Easy, right? Well, we have a few challenges (simplified):

  • ContainerRepository data is hosted on the rails backend and the container registry.
  • Tag on the other hand, only exists in the container registry.

When we read a container repository on the rails side, we can't know in advance how many tags we have there. To know that, we need to call the container registry API to have the list of tags.

Now, let's say that a user clicks on the destroy button of a container repository on the rails side. We have a few things to do to complete this operation (simplified):

  1. Delete all tags.
    • We need to call one DELETE endpoint per tag here as the container registry API doesn't have a delete tags in bulk endpoint (yet).
  2. Delete the container repository.
    • We have to call one DELETE endpoint in the container registry API.
    • We have to remove the related row from the database.

The above is quite involved, so this operation is delayed to a background worker.

The current worker (DeleteContainerRepository) will simply walk through steps (1.) and (2.).

Now, on gitlab.com we have some heavy container repositories (with close to 100 000 tags). That step (1.) will certainly take time. On top of that, (1.) is doing many network requests (recall that DELETE request per tag) to the container registry that can fail due to restarts, hiccups or other. As such, (1.) have some good chances to fail.

The problem with that is that the current implementation is ignoring some some of those failures and still executing (2.) 😱. This is not great as it leaves some 👻 tags in the container registry (eg. we don't have the related container repository in the rails side anymore).

Another problem is that the worker could be terminated due to a long running job and will never retried the delete operations. Container repositories will be marked as "pending destruction" in the UI as we have a status field on the container repository to indicate if a repository is being deleted or not.

In very short words, (1.) is not reliable and causes quite a few issues. This is issue #217702 (closed).

See #217702 (closed)

🚛 Data migration

We created new background jobs to more accurately delete container repositories based on the delete_scheduled status. (see !101946 (merged))

Before enabling that job and watch all the delete_scheduled container repositories being removed, we need to take care of a data situation: container repositories can be marked as delete_scheduled (eg. pending destruction) on the rails side but that does mean that users can still continue to push tags to it (directly to the container registry).
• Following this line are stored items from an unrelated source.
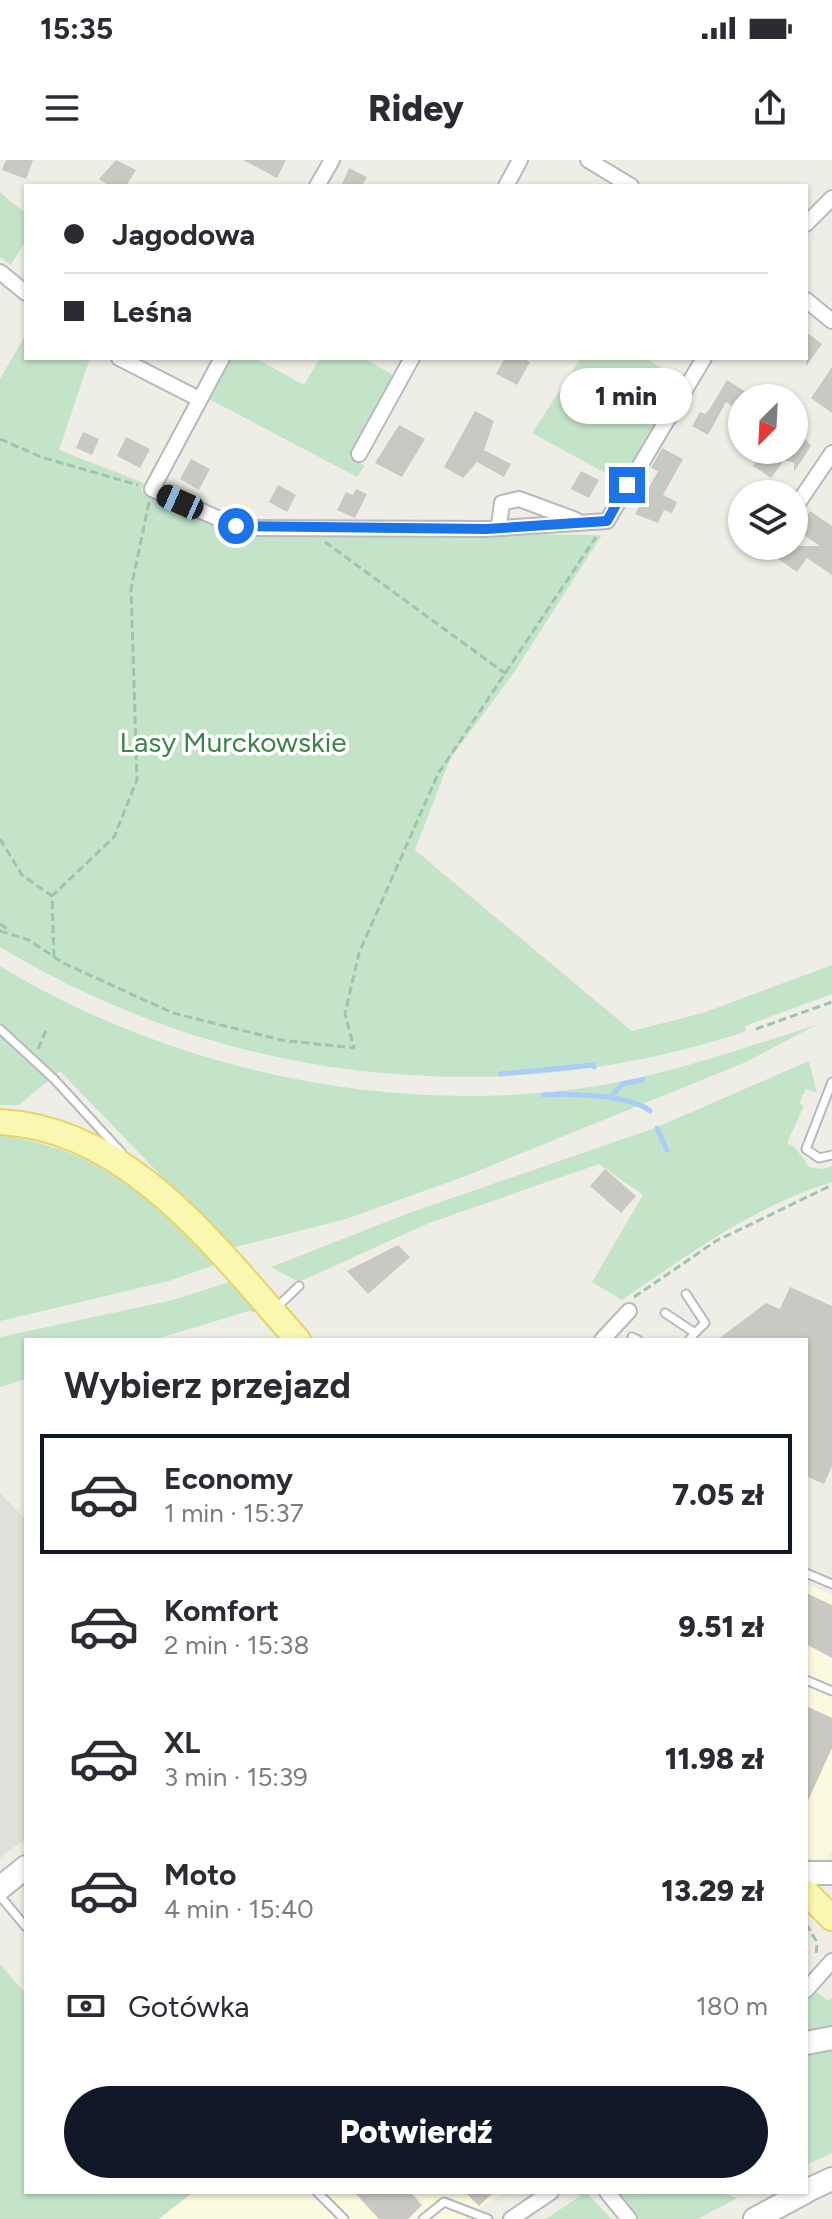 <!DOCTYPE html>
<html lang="pl">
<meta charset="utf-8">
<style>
:root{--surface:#fff;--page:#f2f2f3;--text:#2b2b33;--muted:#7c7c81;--line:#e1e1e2;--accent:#111827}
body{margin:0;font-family:Figtree,sans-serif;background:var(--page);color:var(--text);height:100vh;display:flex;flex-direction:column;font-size:30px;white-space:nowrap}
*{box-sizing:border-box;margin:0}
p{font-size:26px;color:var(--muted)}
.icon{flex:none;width:44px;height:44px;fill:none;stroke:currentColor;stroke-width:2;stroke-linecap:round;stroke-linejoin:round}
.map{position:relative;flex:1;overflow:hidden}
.panel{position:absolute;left:24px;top:1178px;width:784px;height:856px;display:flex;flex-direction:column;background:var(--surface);border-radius:0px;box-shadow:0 2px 6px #0004}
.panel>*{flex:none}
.banner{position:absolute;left:24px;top:24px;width:784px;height:176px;border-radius:0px;box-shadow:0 2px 6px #0004;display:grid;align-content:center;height:176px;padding:0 40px;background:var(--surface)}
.needle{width:52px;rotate:204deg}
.tools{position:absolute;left:728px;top:224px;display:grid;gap:16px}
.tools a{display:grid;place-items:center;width:80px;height:80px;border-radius:50%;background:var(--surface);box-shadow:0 2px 6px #0004;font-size:40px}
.end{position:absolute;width:36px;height:36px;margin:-18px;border:10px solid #1a73e8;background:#fff;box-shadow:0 0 0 4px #fff}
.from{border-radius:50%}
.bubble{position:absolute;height:56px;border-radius:28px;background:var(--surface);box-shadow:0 2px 6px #0004;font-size:26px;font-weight:800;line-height:56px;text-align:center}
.car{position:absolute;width:24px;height:48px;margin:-24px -12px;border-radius:10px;box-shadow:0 0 6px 2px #0007;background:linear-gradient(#222 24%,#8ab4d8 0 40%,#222 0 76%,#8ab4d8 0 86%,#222 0)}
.banner b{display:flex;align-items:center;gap:28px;height:76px;font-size:30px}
.banner b+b{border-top:2px solid var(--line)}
.banner i{width:20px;height:20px;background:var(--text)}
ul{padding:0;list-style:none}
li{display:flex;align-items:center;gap:24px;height:120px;margin:0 16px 12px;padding:0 24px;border:4px solid transparent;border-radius:0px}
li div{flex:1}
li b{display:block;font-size:30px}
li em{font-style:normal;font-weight:800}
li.current{border-color:var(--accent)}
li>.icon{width:72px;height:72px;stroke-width:1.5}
h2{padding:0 40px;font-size:36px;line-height:96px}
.pay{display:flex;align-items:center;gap:20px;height:88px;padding:0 40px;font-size:30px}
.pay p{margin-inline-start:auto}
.cta{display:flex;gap:16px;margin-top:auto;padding:16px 40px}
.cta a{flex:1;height:92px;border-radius:48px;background:var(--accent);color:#fff;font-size:32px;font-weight:800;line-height:92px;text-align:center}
.status{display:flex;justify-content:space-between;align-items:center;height:56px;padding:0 40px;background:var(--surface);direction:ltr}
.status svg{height:22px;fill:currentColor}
header{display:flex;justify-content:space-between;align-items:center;height:104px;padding:0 40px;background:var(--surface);font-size:36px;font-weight:800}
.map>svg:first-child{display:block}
</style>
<div class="status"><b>15:35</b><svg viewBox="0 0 49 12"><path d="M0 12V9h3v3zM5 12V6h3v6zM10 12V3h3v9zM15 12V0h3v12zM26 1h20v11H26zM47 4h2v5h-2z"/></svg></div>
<header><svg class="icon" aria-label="menu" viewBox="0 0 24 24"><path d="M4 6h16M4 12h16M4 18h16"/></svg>Ridey<svg class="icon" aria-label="share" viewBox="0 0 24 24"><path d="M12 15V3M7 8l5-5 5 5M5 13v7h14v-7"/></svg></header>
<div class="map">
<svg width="832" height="2059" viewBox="0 0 832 2059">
<rect width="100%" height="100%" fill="#eeeee6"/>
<path fill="#fbf9de" d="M806 1424 832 1435V1691L826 1699 814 1700 806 1697Z
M193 2032H504L464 2059H159Z"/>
<path fill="#e0dfda" d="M0 1333 26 1360V1678L0 1698Z"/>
<path fill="#c4e4c9" d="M0 32 26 54V80L11 105 0 97Z
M26 174V198H90L59 290 144 323 141 331 230 371 602 375 513 514 450 599 415 690 632 871 703 853 832 805V834L745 866 746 871 735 875C488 953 221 921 0 787V219Z
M229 198H255L304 225 320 198H363L393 215 350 297 365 306 357 317 209 239Z
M581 198H645L687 223 627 325 532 273Z
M0 806C168 908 381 955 576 929 660 918 737 890 816 865L746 902 463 1017 346 1059 231 1088 60 911 19 945H0Z
M809 901 817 933 806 929 799 943 804 946 787 983 795 987 809 1007 822 1009 832 1006V1022C755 1046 687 1095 622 1140L592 1122 643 1035 599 1004 429 1063 299 1122 271 1107 409 1053 655 968Z
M0 975C97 989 152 1036 217 1104L169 1121 0 1161Z
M232 1121 260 1153 249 1151 153 1180H26V1219L0 1227V1177L173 1140Z
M0 1804 26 1834V2032H193L159 2059H0Z
M815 1830 828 1841 832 1838V1865L806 1870V1840Z
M832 1884V1993L806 2005V1889Z
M577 2032H586L611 2059H546L580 2036Z
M614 2032H721L737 2038 698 2059H638Z"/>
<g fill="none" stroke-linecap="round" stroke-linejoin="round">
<path stroke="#abccf8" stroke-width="5" d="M500 914 593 905 594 907
M544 935C569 933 631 935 650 951
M611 937 622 924 643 920
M657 968 667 990"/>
</g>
<path fill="#cac8c2" d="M6 0H33L26 19 2 10Z
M116 0 136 10 126 26H110L99 19Z
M243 0H286L277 18Z
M349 8 367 17 362 26H341Z
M806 172 822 184 806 206Z
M505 198H523L530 202 517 225 496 214Z
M832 207V253L811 238Z
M727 220 749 234 742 238 739 250 726 242 708 275 692 266 700 252 705 254 709 250Z
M475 251 494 261 484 290 511 304 504 317 477 302 463 318 444 307Z
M794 264 811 286 794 312V303L784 300 771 318 753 306 764 290H794Z
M399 265 425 279 402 317 375 303Z
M83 272 99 279 92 295 76 288Z
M126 277 150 289 140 308 117 296Z
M662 288 683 299 663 335 677 342 672 353 664 350 658 363 635 354 658 311 651 308Z
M191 299 210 309 199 330 180 319Z
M581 311 599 320 589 338 571 329Z
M278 325 296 335 287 352 269 342Z
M356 329 367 334 355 358 337 350 346 332 353 335Z
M810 351 832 366V415L807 398 797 412 778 399 787 386H820L797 370Z
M605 1009 636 1036 621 1053 590 1026Z
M398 1085 410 1097 368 1134 347 1111Z
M790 1127 832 1146V1306L824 1324 806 1316V1180H717L766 1143 780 1149Z
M806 1433 832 1445V1498L806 1484Z
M806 1546 832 1558V1588L806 1645Z
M354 2032H410L422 2045 408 2059H379Z
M465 2032H494L479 2046Z"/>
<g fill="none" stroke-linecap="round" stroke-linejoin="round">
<g stroke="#b8b9be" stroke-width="11">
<path id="lane" d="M0 869 54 919 122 993
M832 922 806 989 819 998 832 995
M686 1134 705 1163 695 1173
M277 1147 299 1126
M665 1153 695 1173 689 1180
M632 1177 638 1180
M806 1413 832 1424
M806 1520 832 1531
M0 1736 26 1767
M317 2032 344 2059
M423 2059 444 2042 488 2059"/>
</g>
<g stroke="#b8b9be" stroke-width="18">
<path id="street" d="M588 0 631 26
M317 26 332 0
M506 26 520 0
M806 64 832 38
M0 112 26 133
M806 140 832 161
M119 198 199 239
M222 198 152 329 240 368 486 369 607 361 704 198
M359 294 412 198
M794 349 832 293
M499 365 502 343 519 339 576 360
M765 391 769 386
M602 1180 629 1151
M806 1830 832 1801
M607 2032 629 2059
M511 2059 551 2032"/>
</g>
<g stroke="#b7b9be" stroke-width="26">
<path id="secondary" d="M806 1713H832
M0 1728 26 1707
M806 1883 832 1878
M806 2031 832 2019
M755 2059 805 2032"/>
</g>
<g stroke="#e7d566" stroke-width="28">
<path id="primary" d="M0 962C130 968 219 1092 298 1180
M806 1732 832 1758"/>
</g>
<path stroke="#9ec4ae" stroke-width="3" stroke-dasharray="8 4" stroke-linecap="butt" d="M0 279 41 297 138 325
M325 382 506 514
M0 679 22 715 52 736
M0 764 10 771
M0 771 29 780 63 803 173 853 281 880 354 888 345 854 359 793 438 614 596 377
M54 797 52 736 114 677 137 620 131 429 149 342
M756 869 832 842
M38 889 47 868
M634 1137 716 1081 832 1025
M806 1764 817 1782 816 1796"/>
<use href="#lane" stroke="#fff" stroke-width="7"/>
<use href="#street" stroke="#fff" stroke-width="14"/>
<use href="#secondary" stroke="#fff" stroke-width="22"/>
<use href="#primary" stroke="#f9f7b0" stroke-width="24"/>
</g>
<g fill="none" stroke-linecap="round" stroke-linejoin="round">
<path stroke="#1a73e8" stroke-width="10" d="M236 366 486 369 607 361 627 325"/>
</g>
<g text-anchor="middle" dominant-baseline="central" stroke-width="7" stroke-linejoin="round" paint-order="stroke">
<g font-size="28" fill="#3d844a" stroke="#fff">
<text x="233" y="582">Lasy Murckowskie</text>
</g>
</g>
</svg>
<div class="tools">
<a><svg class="needle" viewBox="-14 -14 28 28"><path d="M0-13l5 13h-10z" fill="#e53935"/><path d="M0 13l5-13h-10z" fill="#7c7c81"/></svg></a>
<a><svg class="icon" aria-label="layers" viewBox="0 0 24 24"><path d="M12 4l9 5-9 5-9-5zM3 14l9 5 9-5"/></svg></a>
</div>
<i class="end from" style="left:236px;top:366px"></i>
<i class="end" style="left:627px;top:325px"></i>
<div class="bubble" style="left:560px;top:208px;width:132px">1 min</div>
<i class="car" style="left:180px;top:342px;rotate:294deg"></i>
<div class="banner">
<b><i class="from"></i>Jagodowa</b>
<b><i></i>Leśna</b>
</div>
<section class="panel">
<h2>Wybierz przejazd</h2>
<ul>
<li class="current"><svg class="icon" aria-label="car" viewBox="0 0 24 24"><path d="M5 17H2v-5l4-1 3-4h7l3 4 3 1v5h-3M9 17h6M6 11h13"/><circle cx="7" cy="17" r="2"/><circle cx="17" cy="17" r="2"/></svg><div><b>Economy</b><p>1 min · 15:37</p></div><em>7.05 zł</em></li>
<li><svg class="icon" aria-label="car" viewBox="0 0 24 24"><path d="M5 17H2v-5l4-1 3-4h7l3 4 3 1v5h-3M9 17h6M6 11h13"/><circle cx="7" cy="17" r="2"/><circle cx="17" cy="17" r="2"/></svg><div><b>Komfort</b><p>2 min · 15:38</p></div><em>9.51 zł</em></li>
<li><svg class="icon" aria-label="car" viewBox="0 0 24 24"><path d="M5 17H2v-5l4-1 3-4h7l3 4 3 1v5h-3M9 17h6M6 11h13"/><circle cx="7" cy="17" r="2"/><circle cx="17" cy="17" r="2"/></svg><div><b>XL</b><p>3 min · 15:39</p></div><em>11.98 zł</em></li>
<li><svg class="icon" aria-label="car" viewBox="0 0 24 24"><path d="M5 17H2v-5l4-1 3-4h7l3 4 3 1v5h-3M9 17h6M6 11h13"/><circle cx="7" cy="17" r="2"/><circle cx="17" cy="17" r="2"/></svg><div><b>Moto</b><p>4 min · 15:40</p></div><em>13.29 zł</em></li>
</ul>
<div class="pay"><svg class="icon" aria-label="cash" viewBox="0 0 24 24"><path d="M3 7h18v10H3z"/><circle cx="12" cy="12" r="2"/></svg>Gotówka<p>180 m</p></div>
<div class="cta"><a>Potwierdź</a></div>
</section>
</div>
See #217702 (comment 510937428).

If we delete those container repositories (with all the tags), we could break some user workflows.

To fix this, we discussed the following approach:

  • for each deleted_scheduled repository:
    • check with the container registry if we have tags.
    • if that's the case, reset the status to nil (eg. undelete them).

The above situation can happen on gitlab.com and self-managed. As such, we don't have any choice: we need to use a background migration.

🤔 What does this MR do and why?

  • Introduce a background migration to loop on delete_scheduled container repositories and reset the status of those that have at least one tag.
  • Add the related specs.

📺 Screenshots or screen recordings

None

How to set up and validate locally

1️⃣ Setup

Let's setup some container repositories.

  1. Have GDK ready with the container registry setup.
  2. Setup your $ docker client.

Time to create a container repository with a few tags. Create a Dockerfile with:

`Dockerfile`
FROM scratch
ADD seed /

Now, let's create a some container repositories with some tags:

for i in {1..10}
do
  for j in {1..10}
  do
    docker build -t <registry url>/<project-path>/registry-test$i:$j .
    docker push <registry url>/<project-path>/registry-test$i:$j
  done
done

That creates 10 container repositories with 10 tags each.

Let's empty 3 container repositories (without removing the container repository). In a rails console:

Project.find(<project_id>).container_repositories.sample(3).each(&:delete_tags!)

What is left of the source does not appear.